Member of the Ontario Provincial Parliament for Ottawa Centre
- In office 8 June 1995 – 10 October 2007
- Preceded by: Evelyn Gigantes
- Succeeded by: Yasir Naqvi
- In office 10 September 1987 – 6 September 1990
- Preceded by: Evelyn Gigantes
- Succeeded by: Evelyn Gigantes

Personal details
- Born: 13 May 1942 Montreal, Quebec, Canada
- Died: 30 December 2021 (aged 79) Ottawa, Ontario, Canada
- Party: Liberal
- Occupation: YMCA Manager

= Richard Patten =

Canadian politician (1942–2021)

Richard Andrew Patten (13 May 1942 – 30 December 2021) was a Canadian politician. Patten was a Liberal member of the Legislative Assembly of Ontario from 1987 to 1990 and again from 1995 to 2007. He represented the riding of Ottawa Centre. He served as a cabinet minister in the government of David Peterson.

==Personal life==
Patten was educated at Sir George Williams University in Montreal. He worked as a manager with the Young Men's Christian Association (YMCA), and served as President of the Canadian Council for International Cooperation.
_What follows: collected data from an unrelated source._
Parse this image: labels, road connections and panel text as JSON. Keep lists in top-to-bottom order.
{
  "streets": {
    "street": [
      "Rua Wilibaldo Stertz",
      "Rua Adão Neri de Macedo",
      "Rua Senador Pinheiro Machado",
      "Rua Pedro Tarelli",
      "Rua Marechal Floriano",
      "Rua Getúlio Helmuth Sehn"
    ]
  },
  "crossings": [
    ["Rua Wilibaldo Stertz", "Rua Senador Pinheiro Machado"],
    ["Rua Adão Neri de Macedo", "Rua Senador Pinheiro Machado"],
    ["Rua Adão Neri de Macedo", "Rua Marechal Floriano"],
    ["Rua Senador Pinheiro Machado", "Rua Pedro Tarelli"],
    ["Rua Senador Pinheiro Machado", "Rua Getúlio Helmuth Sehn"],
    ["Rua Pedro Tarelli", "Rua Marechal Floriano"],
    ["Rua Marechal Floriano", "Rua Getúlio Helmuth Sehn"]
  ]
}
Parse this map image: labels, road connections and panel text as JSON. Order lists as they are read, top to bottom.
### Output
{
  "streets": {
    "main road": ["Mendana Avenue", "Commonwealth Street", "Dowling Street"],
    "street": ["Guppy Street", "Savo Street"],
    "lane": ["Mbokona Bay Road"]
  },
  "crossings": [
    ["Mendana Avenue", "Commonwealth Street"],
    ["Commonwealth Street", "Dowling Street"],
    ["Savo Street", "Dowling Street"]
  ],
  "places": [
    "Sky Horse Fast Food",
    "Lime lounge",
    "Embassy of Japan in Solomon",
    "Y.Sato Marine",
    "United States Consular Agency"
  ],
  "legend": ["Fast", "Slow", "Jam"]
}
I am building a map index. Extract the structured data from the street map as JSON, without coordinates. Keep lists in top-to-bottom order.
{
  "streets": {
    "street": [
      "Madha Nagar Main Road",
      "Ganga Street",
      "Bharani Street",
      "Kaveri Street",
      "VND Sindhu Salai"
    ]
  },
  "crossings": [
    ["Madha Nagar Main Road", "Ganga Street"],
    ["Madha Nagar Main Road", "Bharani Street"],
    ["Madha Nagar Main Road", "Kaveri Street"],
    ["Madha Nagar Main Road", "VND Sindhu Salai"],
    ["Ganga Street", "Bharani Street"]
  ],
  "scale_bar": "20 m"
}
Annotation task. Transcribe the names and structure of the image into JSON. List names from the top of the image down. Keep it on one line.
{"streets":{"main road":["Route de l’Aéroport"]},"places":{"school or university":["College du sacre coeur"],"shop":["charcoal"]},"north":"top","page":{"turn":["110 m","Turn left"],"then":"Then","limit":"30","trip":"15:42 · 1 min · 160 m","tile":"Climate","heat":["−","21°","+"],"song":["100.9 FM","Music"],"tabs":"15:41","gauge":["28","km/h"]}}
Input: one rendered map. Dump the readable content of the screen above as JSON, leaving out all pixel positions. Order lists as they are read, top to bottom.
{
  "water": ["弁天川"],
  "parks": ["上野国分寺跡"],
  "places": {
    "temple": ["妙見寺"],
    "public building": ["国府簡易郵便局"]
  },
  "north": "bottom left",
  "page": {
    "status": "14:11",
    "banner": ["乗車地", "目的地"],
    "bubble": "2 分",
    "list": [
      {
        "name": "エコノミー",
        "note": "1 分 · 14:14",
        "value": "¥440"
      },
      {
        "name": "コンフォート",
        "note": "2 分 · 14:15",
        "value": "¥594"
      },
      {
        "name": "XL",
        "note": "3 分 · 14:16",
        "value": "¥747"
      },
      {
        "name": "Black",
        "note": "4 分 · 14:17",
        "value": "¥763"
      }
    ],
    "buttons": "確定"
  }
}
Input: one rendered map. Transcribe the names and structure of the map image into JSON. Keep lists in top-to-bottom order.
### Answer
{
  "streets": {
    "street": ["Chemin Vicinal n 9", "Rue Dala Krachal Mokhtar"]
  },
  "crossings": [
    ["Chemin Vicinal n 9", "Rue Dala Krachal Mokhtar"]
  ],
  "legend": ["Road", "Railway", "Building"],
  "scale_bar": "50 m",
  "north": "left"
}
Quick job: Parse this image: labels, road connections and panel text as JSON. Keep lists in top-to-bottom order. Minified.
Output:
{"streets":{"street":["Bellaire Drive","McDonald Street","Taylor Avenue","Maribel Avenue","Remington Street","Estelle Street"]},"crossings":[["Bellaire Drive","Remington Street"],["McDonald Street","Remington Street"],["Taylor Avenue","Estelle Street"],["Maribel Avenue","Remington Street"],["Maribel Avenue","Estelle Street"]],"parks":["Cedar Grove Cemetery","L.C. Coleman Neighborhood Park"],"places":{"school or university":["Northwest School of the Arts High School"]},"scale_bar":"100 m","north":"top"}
Patten sat on an NGO advisory committee to the World Bank while with the CCIC. He died on 30 December 2021, at the age of 79.

==Politics==
In the 1987 provincial election, Patten ran as the Liberal candidate in the riding of Ottawa Centre. He defeated incumbent New Democrat Evelyn Gigantes by just over 2,000 votes. The Liberal party won the election and Patten was appointed Minister of Government Services. In August 1989 he was shuffled to Minister of Correctional Services.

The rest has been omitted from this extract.